The crucial fight for life is not centered between the disease and civilization. For no doubt it is a shoo-in, and the outcome is assured. History has shown civilization always wins. History pages are replete with virulent diseases that threatened to wipe out humanity, and they have never been successful.
But on another front, the eventual outcome may not be that assured. What about the fight against the global economy?

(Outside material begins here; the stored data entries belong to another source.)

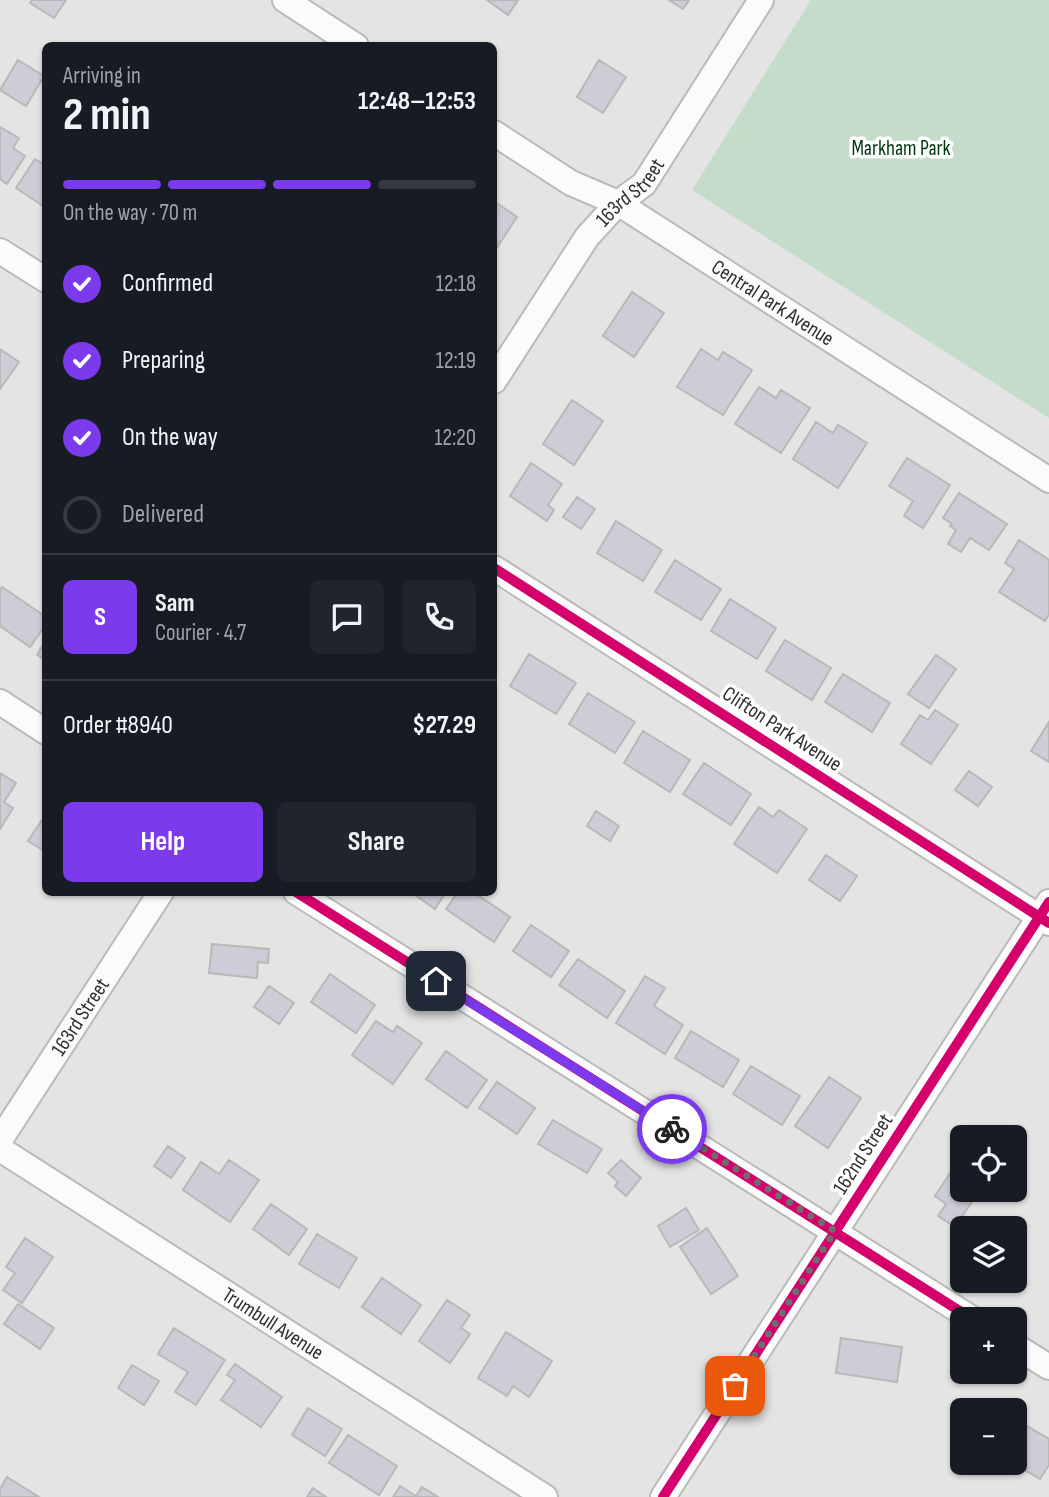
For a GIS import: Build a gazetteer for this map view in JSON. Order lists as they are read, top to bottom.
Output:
{
  "streets": {
    "street": [
      "163rd Street",
      "Central Park Avenue",
      "Clifton Park Avenue",
      "162nd Street",
      "Trumbull Avenue"
    ]
  },
  "crossings": [
    ["163rd Street", "Central Park Avenue"],
    ["Clifton Park Avenue", "162nd Street"]
  ],
  "parks": ["Markham Park"],
  "page": {
    "heading": ["2 min", "Arriving in", "12:48–12:53"],
    "panel": [
      "Sam",
      "Courier · 4.7",
      "Order #8940",
      "$27.29"
    ],
    "bar": "On the way · 70 m",
    "list": [
      ["Confirmed", "12:18"],
      ["Preparing", "12:19"],
      ["On the way", "12:20"],
      "Delivered"
    ],
    "round": "S",
    "buttons": ["Help", "Share"],
    "map_buttons": ["+", "−"]
  }
}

First an irony, the case of the managed and government-controlled economy on one hand, and on the other hand, the mostly free capitalistic economies of the rest of the world. We know the threat originated from the former, but the devastation and havoc have spilled over to all economies. We do not like to think the worst that there was malfeasance involved in the spread of the threat. But it lingers in the mind.
The global economy froze for a few seconds, before it started plunging on its downward trends. Then comes wholesale business stoppage and laying off of entire workforces. Before long, the crunched numbers show the unprecedented collapse of gains slowly and painfully garnered through the years. And nobody even knows what the end game will be.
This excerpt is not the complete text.